The First Step to Food Freedom
- Ganesh Raj
- Feb 22
- 2 min read

4 Recipes. 1 Pantry. Each Under $30 for 4.
We are living in the loudest cost-of-living conversation New Zealand has ever seen.
Food prices. Power prices. Rent. Petrol.
But here’s the uncomfortable truth:
Complaining doesn’t reduce your grocery bill. Education does.
That’s why I created something radically simple.
The Humble Yum Yum: 4 Recipes. 1 Pantry.
Not 40 ingredients per meal. Not influencer fantasy cooking. Not ultra-processed shortcuts.
Four proper meals. Built from one shared pantry.
Why This Matters
When money feels tight, people do one of three things:
Buy ultra-processed food because it feels cheaper.

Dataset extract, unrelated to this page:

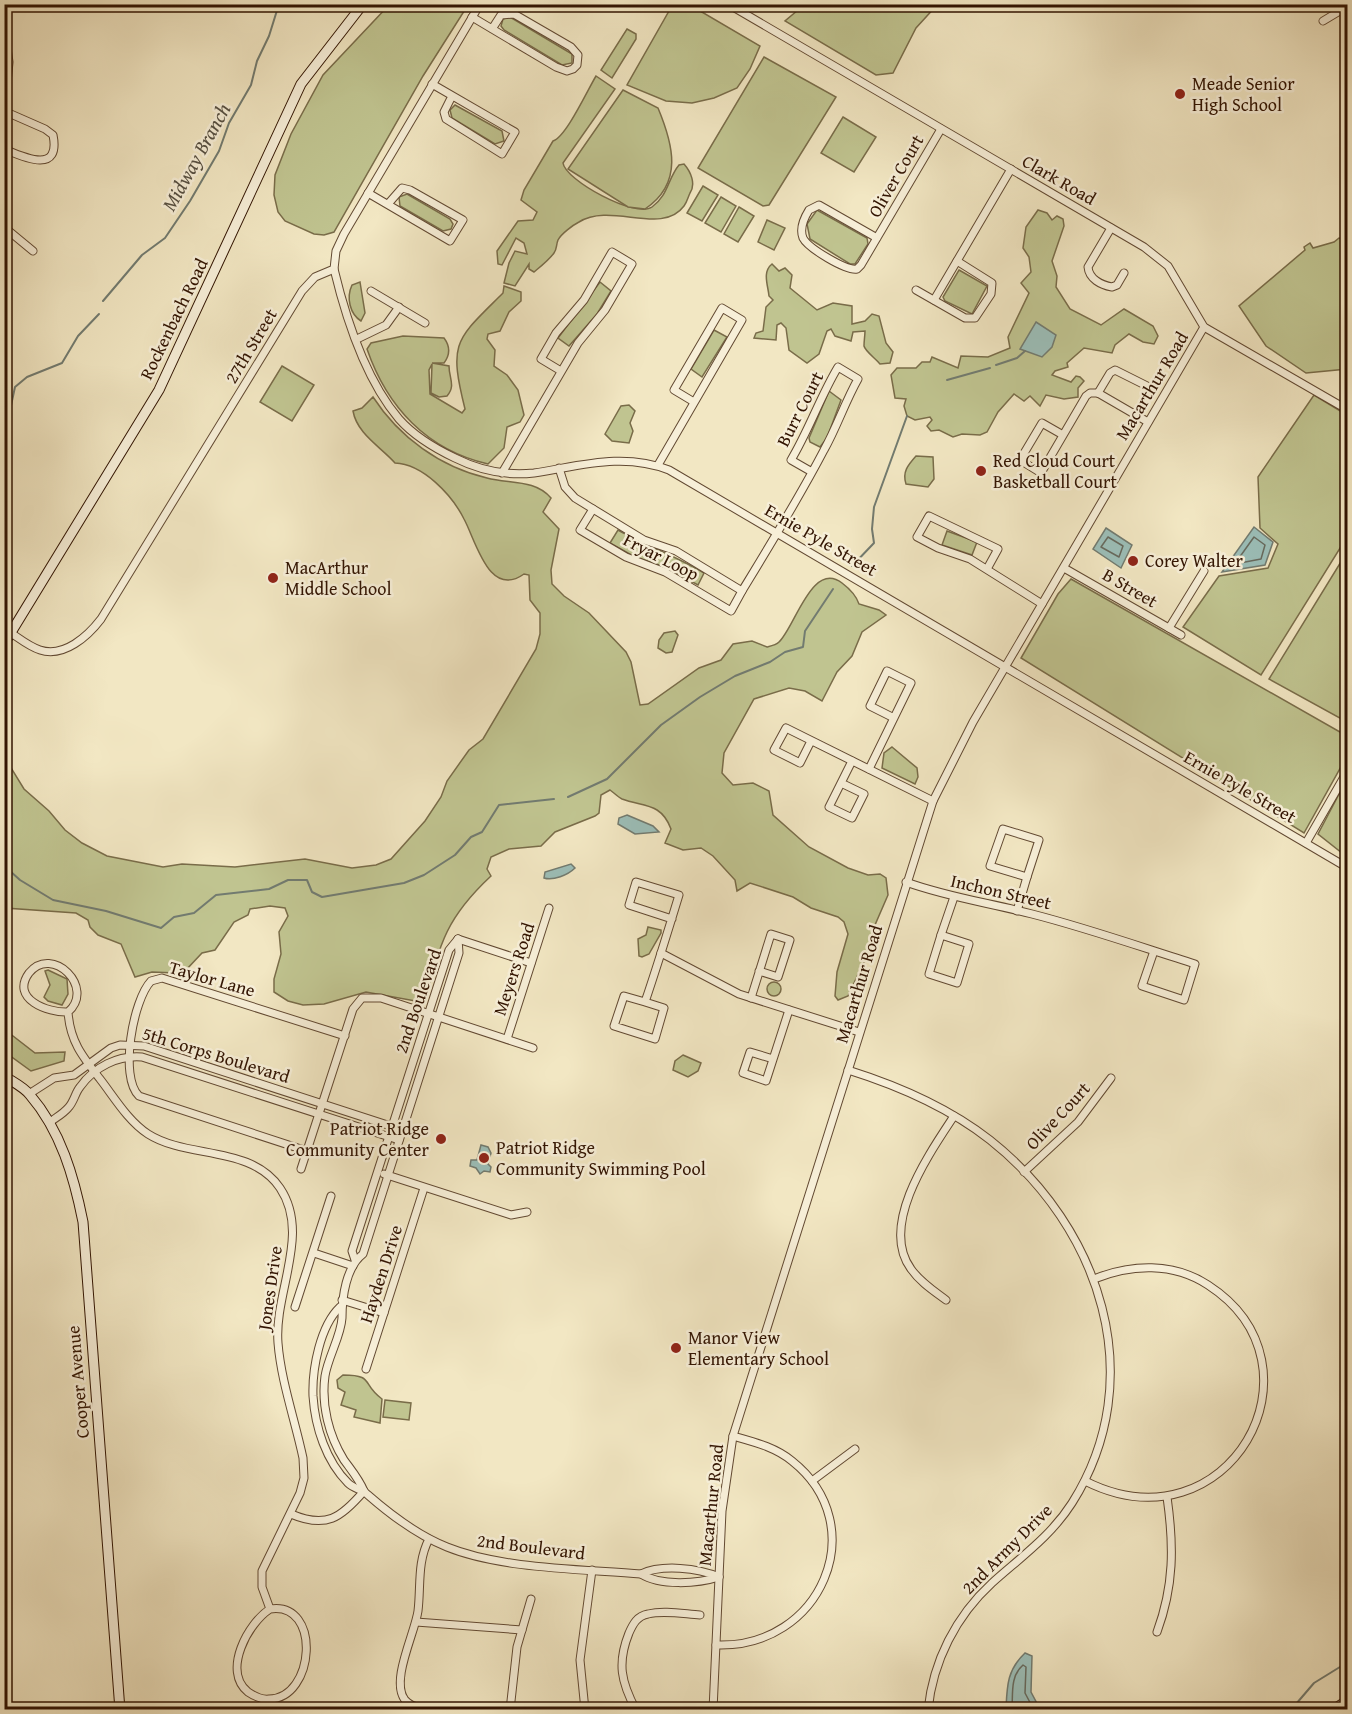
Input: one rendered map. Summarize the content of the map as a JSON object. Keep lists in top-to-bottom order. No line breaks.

Order takeaway because they’re exhausted.
Stand in the supermarket paralysed, unsure what to buy.
That’s not freedom. That’s reaction.
Food freedom begins with a plan.
The Model
You download the guide. You shop once. You cook for 4 days.
That’s it.
Inside you’ll find:
Creamy Butter Chicken with Rice
Chicken Fried Rice
Chinese Chop Suey
One-Pan Hainanese Chicken Rice
Each one priced. Each one tested. Each one designed to stretch.
And the magic?
They all draw from the same structured pantry list.
Rice appears across dishes. Soy sauce crosses cuisines. Garlic and ginger power everything. Mixed frozen veg stretch protein further.
You are not buying random ingredients. You are building a base.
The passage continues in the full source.